• SUPPLIED RECORDS:
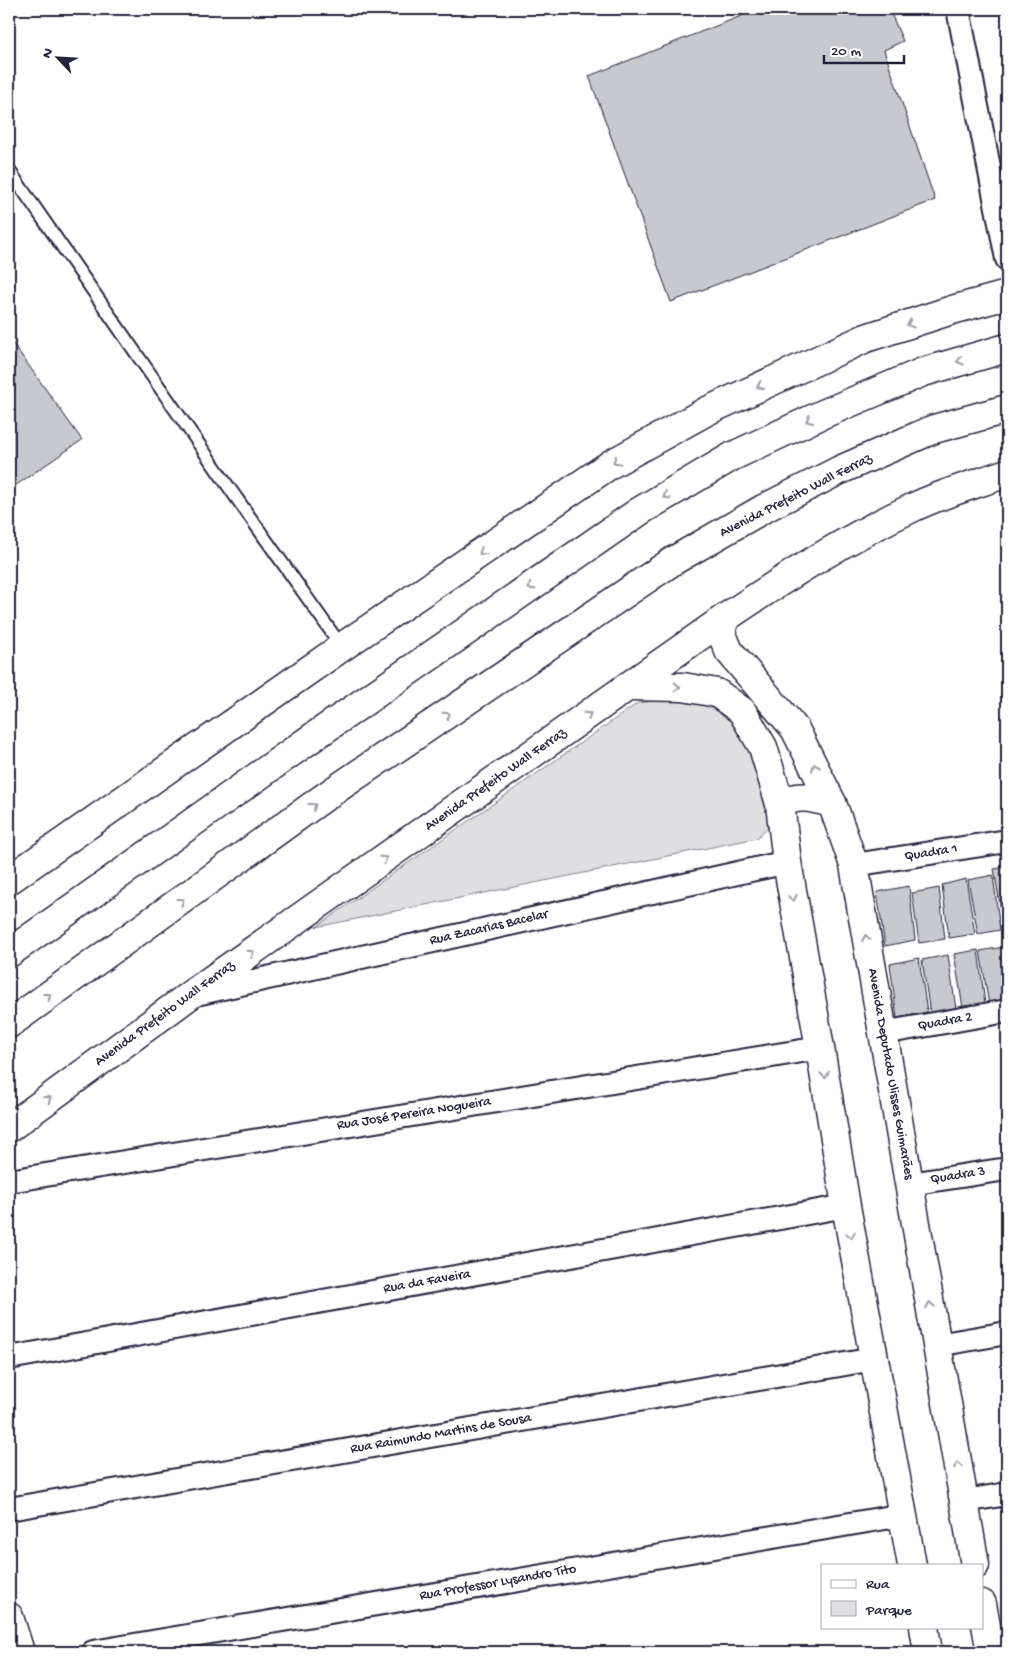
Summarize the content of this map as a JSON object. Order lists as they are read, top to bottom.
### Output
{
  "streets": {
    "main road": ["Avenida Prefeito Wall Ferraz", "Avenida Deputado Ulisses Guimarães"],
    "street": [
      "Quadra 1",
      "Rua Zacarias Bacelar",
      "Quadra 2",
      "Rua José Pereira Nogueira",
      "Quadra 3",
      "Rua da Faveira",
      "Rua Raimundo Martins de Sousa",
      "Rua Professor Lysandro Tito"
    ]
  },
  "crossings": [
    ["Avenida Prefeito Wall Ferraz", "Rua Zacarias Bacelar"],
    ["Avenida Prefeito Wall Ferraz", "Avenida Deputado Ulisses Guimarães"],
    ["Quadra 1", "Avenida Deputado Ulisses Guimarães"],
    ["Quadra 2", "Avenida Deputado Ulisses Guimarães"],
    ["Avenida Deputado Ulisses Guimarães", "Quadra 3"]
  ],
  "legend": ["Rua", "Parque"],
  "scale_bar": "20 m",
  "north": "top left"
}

• TASK DIRECTIONS: Gather each line from the listing above that holds "Zacarias".

• TASK RESULT:
      "Rua Zacarias Bacelar",
    ["Avenida Prefeito Wall Ferraz", "Rua Zacarias Bacelar"],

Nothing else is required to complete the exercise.